Learn from those who have paved the way: The National Center for State Courts provides comprehensive information about ODR in the U.S. here: https://www.ncsc.org/Topics/Technology/Online-Dispute-Resolution/ODR.aspx


[1] https://www.pewtrusts.org/en/research-and-analysis/articles/2019/06/04/online-dispute-resolution-moves-from-e-commerce-to-the-courts

[2] For a comprehensive review of the global remote-court trend, see https://remotecourts.org/.  For a state-by-state inventory of how U.S. courts are moving to virtual operations, see https://www.ncsc.org/

[3] https://www.naco.org/blog/court-during-covid-19-crisis

[4] If China is an indicator of next steps for U.S. courts, as it has been an indicator of most Covid-19-related trends in the U.S., online courts are coming.  See http://www.xinhuanet.com/english/2020-02/18/c_138795315.htm (internet courts in Hangzhou, Beijing and Guangzhou had accepted close to 120,000 cases as of Oct. 31, 2019). 

[5] https://www.ncsc.org/~/media/Files/PDF/About%20Us/Committees/JTC/2020-01-28%20ODR%20case%20studies%20v2%20FINAL.ashx

[6] https://www.ncsc.org/~/media/Files/PDF/About%20Us/Committees/JTC/2020-01-28%20ODR%20case%20studies%20v2%20FINAL.ashx

[7] https://www.brookings.edu/blog/up-front/2020/04/01/covid-19-and-the-economy/

[8] https://ccj.ncsc.org/~/media/Microsites/Files/CCJ/Resolutions/08222018-Debt-Collection-Default-Judgments.ashx

[9] https://www.ncsc.org/~/media/Files/PDF/About%20Us/Committees/JTC/JTC%20Resource%20Bulletins/2017-12-18%20ODR%20for%20courts%20v2%20final.ashx

Posted by Dan Rodriguez on May 21, 2020 at 04:50 PM in Daniel Rodriguez | Permalink


And by the way, titled:

"Texas court holds first US jury trial via videoconferencing"



Posted by: El roam | May 22, 2020 9:12:23 AM

Great Blog! It's pretty interesting, Keep it up! ~ Painter Jacksonville FL

Posted by: Painter Jacksonville FL | May 21, 2020 11:12:47 PM

Great post. Just some issues to your consideration or knowledge:

First, I quote an ongoing debate, titled:

" Liability shield for businesses emerges as new fight over reopening "

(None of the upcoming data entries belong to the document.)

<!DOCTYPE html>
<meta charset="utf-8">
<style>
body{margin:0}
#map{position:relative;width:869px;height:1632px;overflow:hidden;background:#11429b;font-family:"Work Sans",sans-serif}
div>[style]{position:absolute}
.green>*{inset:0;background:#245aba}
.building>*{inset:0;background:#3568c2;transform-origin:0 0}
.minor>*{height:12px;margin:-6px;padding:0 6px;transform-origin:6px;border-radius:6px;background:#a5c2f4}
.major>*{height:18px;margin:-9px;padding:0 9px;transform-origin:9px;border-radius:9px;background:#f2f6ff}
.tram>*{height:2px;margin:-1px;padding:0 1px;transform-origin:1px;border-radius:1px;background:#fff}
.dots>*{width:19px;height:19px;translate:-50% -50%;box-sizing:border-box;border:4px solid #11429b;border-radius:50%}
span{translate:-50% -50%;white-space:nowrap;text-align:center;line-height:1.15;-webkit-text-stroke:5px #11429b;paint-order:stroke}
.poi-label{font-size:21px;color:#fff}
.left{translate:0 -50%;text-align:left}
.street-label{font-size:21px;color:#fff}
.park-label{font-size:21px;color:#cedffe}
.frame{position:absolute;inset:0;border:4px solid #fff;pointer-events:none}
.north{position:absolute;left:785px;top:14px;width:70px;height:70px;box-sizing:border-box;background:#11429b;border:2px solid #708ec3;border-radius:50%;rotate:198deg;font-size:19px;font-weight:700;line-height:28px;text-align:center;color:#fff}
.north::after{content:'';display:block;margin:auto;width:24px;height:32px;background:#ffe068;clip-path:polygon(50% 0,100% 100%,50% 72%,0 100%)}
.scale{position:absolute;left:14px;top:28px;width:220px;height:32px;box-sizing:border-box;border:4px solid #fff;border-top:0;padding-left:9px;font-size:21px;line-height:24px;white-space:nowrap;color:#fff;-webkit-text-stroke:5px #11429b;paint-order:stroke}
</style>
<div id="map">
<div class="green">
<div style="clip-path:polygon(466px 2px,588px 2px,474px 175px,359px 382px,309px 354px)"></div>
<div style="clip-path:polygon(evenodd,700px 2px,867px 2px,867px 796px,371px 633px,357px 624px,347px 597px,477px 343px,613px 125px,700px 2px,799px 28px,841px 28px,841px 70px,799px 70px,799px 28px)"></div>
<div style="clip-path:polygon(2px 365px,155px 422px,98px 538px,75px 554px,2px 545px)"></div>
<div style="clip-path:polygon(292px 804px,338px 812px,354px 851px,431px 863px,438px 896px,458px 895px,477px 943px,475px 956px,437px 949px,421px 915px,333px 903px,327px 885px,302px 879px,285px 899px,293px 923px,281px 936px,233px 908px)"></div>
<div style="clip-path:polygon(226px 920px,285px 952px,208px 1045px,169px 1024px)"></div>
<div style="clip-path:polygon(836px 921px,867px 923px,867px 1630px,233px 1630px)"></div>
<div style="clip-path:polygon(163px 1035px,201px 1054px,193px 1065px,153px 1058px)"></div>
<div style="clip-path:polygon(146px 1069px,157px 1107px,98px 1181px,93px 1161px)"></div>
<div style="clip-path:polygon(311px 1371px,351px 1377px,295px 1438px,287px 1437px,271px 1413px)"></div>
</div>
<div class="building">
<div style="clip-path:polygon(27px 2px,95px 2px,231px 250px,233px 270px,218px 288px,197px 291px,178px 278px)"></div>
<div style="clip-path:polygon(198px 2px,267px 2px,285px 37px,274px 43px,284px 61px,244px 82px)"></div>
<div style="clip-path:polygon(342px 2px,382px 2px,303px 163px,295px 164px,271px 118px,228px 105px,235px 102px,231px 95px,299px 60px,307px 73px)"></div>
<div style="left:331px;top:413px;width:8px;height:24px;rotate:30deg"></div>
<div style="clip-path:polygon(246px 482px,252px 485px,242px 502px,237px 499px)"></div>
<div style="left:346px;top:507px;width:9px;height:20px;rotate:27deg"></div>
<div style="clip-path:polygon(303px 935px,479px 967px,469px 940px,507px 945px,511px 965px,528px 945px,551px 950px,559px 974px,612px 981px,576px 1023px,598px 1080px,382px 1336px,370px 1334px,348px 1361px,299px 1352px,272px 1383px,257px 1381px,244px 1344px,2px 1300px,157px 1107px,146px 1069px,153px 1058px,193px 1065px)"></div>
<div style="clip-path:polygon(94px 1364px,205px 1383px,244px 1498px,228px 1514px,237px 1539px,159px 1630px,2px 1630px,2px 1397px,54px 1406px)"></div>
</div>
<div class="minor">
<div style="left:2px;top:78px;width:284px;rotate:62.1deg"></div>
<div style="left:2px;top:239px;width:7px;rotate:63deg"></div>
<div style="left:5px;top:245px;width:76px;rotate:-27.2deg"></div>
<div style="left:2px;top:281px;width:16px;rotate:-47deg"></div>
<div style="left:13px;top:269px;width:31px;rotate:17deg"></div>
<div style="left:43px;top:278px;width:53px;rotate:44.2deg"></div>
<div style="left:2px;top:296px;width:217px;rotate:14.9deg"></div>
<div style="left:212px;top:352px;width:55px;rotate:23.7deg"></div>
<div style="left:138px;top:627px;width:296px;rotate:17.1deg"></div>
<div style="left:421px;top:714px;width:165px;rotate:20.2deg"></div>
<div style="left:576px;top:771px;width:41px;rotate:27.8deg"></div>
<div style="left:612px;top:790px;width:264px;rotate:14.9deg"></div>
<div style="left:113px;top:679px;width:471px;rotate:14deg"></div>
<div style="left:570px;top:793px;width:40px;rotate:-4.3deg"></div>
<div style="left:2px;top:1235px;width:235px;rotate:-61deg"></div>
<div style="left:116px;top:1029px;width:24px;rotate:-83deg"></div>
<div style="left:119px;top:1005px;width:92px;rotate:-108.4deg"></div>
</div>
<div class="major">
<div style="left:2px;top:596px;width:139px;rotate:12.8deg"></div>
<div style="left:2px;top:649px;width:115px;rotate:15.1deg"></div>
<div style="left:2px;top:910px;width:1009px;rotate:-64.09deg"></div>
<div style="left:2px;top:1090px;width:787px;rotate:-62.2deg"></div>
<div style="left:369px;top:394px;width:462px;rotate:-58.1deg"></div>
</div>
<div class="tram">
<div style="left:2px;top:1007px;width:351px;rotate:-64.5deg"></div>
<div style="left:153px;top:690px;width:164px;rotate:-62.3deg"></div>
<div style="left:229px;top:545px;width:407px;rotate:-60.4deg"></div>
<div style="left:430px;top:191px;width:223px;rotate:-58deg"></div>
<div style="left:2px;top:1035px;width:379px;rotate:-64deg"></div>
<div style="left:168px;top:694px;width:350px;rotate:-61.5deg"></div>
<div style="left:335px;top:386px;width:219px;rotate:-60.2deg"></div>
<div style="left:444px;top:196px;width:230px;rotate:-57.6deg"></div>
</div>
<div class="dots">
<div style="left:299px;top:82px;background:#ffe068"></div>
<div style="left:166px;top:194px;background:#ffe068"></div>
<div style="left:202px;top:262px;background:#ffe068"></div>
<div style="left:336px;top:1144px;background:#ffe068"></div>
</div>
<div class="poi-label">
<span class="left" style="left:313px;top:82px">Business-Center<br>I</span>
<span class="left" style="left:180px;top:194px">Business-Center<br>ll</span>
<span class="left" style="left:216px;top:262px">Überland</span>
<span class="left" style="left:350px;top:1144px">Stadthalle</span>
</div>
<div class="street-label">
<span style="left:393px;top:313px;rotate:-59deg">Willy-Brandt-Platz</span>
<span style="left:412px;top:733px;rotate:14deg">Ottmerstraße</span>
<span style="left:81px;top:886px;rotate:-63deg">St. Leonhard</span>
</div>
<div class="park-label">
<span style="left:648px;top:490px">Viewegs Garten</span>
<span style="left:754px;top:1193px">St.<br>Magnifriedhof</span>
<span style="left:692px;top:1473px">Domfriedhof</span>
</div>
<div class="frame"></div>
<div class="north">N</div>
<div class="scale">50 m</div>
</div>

So, interesting whether and how, It may affect caseloads.

Second, the issue of serving electronically. It seems that you refer to traditional service ( personally, by ordinary mail, or face to face and alike). But, courts in the US, have granted already, servicing through facebook or by E.mail. Here, in the southern district of New York:


Third, Securing electronic moves, through digital signature. I couldn't understand from the post, how it is secured digitally, if at all.